Je pars alors toujours en quête d'un trésor.
À l'aube, les marins partent en mer pour remplir
leurs filets. Ou plutôt ils partaient. Le poisson est rare, les Hommes
ont été trop gourmands. Les pêcheurs se font vieux. Leurs enfants sont
partis vers d'autres villes, plus grandes et plus sales. Mais les autres
viennent toujours à moi, sur la colline, me conter leurs histoires. Ce
sont les mêmes visages qui, soir après soir, défilent sous mon toit, toujours
un peu plus abîmés par le temps et le sel. Ils racontent les mêmes histoires
toujours embellies par la nostalgie. Et parfois, un visage absent ne revient
jamais plus.
Notre village se meurt. On a dompté la mer avec
de gros paquebots, et les dresseurs de chevaux sauvages ont perdu leur
prestige.

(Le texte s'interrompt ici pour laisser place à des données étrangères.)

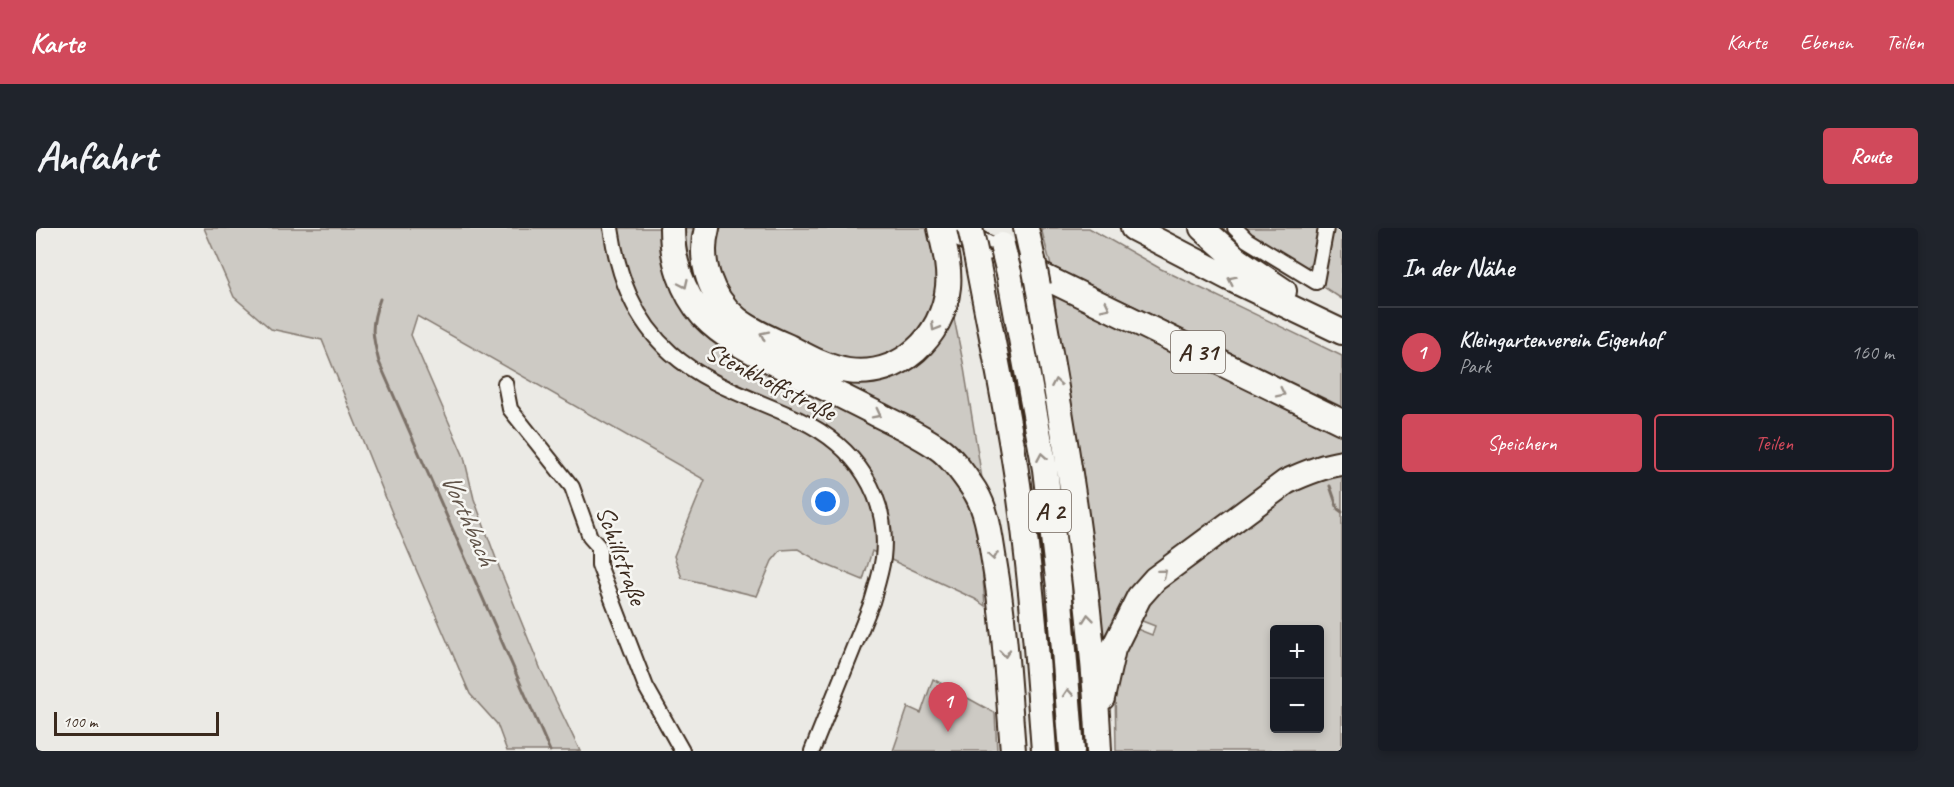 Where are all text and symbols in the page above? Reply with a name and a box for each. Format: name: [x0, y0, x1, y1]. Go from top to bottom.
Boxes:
text: Karte: [30, 25, 84, 60]
text: Karte: [1727, 29, 1767, 55]
text: Ebenen: [1800, 29, 1853, 55]
text: Teilen: [1886, 29, 1924, 55]
button: Route: [1823, 128, 1918, 184]
text: Anfahrt: [36, 130, 156, 183]
text: In der Nähe: [1402, 251, 1514, 284]
one-way arrow: [1228, 275, 1239, 287]
one-way arrow: [676, 278, 688, 289]
one-way arrow: [1100, 300, 1111, 312]
one-way arrow: [931, 321, 942, 331]
text: Kleingartenverein Eigenhof: [1459, 326, 1662, 354]
one-way arrow: [759, 331, 770, 343]
road number: A 31: [1171, 331, 1225, 373]
street label: Stenkhoffstraße: [700, 335, 844, 430]
text: 1: [1417, 340, 1426, 365]
text: 160 m: [1851, 340, 1894, 365]
text: Park: [1459, 354, 1491, 379]
one-way arrow: [1050, 379, 1063, 389]
one-way arrow: [1275, 385, 1286, 397]
one-way arrow: [870, 406, 881, 418]
button: Speichern: [1402, 414, 1642, 472]
button: Teilen: [1654, 414, 1894, 472]
one-way arrow: [1037, 452, 1049, 462]
water label: Vorthbach: [434, 468, 505, 572]
your location: [811, 487, 840, 516]
road number: A 2: [1029, 490, 1071, 532]
street label: Schillstraße: [588, 501, 655, 612]
one-way arrow: [987, 551, 999, 560]
one-way arrow: [1156, 569, 1167, 580]
one-way arrow: [1082, 614, 1095, 623]
map controls: [1270, 625, 1324, 733]
button: +: [1270, 625, 1324, 679]
one-way arrow: [998, 648, 1011, 657]
button: −: [1270, 679, 1324, 733]
pin: 1: [928, 682, 968, 732]
one-way arrow: [1062, 688, 1075, 697]
scale bar: [54, 709, 219, 736]
text: 100 m: [63, 712, 97, 732]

Peu à peu, les enfants de la mer disparaissent et, avec eux,
toute leur histoire et toute leur sagesse. Il ne reste que moi, héritière
solitaire d'un monde en déchéance, pour garder le savoir de tant de générations.
Le sang de la mer bat en moi. Son appel puissant
rugit à mes oreilles lorsque, la nuit, seule dans la vieille auberge,
tout est silence autour de moi. D'ici, la nuit, je ne vois ni n'entends
la mer. Mais, porteuse de ses secrets, je veille sur son sommeil.